### EXERCISE BRIEF
From the first line of the data below, copy each line up to the one containing "filter:drop-shadow(0 0 2px", and include that line too.

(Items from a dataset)
"""
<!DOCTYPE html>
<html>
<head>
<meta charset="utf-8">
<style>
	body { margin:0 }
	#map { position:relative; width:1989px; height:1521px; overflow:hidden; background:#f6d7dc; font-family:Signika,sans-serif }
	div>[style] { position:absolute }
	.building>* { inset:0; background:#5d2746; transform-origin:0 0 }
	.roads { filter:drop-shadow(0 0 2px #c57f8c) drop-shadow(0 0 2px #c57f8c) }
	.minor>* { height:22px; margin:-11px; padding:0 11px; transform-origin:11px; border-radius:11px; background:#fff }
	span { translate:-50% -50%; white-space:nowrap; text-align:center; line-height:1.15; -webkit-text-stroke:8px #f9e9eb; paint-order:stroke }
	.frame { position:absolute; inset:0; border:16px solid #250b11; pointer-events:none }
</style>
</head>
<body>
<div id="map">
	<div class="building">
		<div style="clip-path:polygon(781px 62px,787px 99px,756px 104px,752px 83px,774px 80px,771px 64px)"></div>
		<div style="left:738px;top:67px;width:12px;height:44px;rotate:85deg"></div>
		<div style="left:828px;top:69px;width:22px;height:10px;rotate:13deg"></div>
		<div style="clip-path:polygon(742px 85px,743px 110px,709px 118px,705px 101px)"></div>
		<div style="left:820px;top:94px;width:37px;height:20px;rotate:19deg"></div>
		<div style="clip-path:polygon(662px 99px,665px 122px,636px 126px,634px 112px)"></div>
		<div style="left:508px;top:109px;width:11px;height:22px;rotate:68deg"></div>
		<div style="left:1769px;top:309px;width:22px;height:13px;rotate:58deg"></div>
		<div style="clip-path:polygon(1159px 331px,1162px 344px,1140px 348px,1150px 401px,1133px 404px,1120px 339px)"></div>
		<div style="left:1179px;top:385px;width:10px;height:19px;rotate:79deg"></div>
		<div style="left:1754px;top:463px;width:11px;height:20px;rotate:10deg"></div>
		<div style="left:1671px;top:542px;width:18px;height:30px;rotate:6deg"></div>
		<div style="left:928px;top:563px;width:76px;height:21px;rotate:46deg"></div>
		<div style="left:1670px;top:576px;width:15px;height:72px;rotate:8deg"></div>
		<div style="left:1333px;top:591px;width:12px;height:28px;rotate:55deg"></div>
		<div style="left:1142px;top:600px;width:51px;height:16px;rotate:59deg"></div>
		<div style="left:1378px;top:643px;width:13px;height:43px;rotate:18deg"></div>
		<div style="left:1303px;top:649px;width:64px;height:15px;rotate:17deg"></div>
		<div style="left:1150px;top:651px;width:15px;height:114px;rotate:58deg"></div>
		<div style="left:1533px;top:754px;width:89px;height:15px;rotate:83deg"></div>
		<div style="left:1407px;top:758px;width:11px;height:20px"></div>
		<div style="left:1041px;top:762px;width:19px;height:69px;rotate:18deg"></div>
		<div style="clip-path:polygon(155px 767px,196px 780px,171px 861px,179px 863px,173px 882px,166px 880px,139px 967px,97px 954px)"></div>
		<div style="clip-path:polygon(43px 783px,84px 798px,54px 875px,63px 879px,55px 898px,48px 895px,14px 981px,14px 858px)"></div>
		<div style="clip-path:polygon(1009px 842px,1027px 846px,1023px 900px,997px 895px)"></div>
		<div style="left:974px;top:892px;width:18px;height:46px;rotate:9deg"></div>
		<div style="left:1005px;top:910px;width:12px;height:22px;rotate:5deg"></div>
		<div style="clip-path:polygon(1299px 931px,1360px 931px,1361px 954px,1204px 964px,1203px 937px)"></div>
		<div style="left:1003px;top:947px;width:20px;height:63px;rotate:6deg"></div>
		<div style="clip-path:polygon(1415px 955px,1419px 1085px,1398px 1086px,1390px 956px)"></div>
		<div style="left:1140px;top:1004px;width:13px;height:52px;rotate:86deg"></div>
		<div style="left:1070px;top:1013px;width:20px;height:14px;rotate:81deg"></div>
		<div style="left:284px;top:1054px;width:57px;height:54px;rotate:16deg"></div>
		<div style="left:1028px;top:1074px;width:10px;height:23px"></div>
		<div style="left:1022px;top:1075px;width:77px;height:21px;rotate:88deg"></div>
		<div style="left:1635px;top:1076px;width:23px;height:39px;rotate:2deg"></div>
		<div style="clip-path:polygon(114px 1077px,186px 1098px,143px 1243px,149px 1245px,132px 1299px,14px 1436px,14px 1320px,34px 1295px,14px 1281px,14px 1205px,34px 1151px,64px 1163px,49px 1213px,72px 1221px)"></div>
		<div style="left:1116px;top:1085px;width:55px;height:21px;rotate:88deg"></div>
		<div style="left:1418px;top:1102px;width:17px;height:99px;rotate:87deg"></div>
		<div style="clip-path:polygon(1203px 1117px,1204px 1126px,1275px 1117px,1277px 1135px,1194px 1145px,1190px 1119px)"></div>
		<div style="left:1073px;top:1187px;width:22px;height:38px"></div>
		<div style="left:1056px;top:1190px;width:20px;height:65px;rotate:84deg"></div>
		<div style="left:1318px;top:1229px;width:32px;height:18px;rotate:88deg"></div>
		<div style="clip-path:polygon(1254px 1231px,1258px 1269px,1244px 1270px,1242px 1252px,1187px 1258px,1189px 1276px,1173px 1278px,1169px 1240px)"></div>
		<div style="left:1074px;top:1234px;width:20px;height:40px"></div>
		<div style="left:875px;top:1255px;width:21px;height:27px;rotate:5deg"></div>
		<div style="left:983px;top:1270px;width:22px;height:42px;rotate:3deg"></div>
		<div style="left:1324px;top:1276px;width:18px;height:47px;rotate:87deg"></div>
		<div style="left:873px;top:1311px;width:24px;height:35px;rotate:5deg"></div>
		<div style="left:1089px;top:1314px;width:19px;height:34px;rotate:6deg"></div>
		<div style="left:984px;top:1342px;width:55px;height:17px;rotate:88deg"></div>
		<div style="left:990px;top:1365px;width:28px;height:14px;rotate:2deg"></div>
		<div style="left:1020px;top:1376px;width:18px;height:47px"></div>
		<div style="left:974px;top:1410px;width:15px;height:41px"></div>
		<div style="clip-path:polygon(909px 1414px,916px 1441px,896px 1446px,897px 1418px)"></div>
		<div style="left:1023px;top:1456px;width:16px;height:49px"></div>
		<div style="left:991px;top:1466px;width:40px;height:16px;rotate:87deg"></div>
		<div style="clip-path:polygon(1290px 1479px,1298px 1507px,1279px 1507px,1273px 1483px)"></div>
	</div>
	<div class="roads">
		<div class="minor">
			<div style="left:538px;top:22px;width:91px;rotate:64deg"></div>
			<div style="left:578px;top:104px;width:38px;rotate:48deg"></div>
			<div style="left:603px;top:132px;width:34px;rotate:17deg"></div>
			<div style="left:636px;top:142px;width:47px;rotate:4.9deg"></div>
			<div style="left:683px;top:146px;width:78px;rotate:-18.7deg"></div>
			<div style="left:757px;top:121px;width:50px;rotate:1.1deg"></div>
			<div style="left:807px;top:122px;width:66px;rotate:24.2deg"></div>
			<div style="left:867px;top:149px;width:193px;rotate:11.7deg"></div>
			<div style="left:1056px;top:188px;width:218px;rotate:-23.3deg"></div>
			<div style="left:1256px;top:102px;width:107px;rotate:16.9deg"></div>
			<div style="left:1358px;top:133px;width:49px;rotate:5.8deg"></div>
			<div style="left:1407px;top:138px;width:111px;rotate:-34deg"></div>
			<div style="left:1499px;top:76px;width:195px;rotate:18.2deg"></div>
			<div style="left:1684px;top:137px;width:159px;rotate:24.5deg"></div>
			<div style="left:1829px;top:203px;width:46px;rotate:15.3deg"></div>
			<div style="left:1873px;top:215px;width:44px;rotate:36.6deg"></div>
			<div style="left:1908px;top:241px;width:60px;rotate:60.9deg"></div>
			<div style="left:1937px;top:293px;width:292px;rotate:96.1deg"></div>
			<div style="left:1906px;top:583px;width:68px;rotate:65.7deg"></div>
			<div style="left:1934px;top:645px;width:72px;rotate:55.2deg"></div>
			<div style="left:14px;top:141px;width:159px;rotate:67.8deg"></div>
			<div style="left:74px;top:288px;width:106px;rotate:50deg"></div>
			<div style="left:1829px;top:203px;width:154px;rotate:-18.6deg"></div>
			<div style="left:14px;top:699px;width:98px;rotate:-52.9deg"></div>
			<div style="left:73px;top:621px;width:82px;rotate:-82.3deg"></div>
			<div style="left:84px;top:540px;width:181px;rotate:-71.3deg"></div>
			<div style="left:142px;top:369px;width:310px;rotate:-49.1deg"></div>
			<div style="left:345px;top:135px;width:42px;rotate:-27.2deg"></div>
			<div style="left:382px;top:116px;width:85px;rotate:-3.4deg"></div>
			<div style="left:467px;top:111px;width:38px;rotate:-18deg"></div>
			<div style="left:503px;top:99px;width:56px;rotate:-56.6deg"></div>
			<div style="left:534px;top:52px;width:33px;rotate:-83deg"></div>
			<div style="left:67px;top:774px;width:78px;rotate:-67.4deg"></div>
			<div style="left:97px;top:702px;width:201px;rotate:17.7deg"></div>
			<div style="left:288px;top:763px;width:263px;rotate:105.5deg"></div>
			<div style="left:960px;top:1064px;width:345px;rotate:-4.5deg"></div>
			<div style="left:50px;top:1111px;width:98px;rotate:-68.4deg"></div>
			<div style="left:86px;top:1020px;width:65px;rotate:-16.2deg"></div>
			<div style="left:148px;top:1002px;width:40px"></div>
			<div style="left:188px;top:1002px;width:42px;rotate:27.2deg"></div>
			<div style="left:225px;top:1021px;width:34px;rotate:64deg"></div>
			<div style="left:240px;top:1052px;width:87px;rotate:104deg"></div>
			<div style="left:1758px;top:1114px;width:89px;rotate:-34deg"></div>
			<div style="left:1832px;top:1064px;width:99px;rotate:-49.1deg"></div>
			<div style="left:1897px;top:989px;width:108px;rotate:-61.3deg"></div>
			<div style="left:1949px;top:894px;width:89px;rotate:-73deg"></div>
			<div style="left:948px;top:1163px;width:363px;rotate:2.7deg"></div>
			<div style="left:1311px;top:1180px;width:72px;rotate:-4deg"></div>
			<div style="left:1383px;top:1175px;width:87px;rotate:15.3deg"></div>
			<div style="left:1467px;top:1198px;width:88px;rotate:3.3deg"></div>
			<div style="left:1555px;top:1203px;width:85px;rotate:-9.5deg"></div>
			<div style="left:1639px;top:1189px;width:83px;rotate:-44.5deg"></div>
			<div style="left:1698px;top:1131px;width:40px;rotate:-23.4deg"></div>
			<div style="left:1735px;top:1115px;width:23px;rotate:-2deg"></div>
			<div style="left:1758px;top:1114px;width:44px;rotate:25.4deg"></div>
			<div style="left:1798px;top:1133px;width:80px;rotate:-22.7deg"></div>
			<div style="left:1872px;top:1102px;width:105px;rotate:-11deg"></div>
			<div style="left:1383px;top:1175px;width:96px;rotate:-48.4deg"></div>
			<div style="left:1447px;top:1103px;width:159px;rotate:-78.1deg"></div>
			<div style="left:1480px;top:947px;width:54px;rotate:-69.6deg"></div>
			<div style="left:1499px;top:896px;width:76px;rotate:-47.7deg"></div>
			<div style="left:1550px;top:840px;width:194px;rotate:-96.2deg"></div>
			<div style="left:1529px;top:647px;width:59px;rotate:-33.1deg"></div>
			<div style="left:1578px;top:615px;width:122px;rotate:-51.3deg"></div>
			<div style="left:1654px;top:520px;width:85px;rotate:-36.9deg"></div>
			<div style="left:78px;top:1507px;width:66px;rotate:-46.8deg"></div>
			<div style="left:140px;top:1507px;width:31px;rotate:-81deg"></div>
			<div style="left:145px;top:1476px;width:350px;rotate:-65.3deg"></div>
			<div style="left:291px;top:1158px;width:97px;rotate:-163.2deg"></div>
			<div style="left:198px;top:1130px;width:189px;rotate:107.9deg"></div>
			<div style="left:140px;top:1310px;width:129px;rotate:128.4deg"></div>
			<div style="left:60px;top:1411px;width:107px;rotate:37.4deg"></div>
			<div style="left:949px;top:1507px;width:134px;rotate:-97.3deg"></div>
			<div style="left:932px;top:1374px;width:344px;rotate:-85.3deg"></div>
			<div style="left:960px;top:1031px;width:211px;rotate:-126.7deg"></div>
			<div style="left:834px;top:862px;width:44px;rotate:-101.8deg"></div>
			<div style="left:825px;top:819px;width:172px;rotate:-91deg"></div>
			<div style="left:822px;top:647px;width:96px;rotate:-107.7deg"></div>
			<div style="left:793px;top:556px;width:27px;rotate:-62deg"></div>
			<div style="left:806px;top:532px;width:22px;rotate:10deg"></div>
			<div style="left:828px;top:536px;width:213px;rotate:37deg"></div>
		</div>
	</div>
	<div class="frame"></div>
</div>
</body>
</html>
"""
### WRITTEN SOLUTION
<!DOCTYPE html>
<html>
<head>
<meta charset="utf-8">
<style>
	body { margin:0 }
	#map { position:relative; width:1989px; height:1521px; overflow:hidden; background:#f6d7dc; font-family:Signika,sans-serif }
	div>[style] { position:absolute }
	.building>* { inset:0; background:#5d2746; transform-origin:0 0 }
	.roads { filter:drop-shadow(0 0 2px #c57f8c) drop-shadow(0 0 2px #c57f8c) }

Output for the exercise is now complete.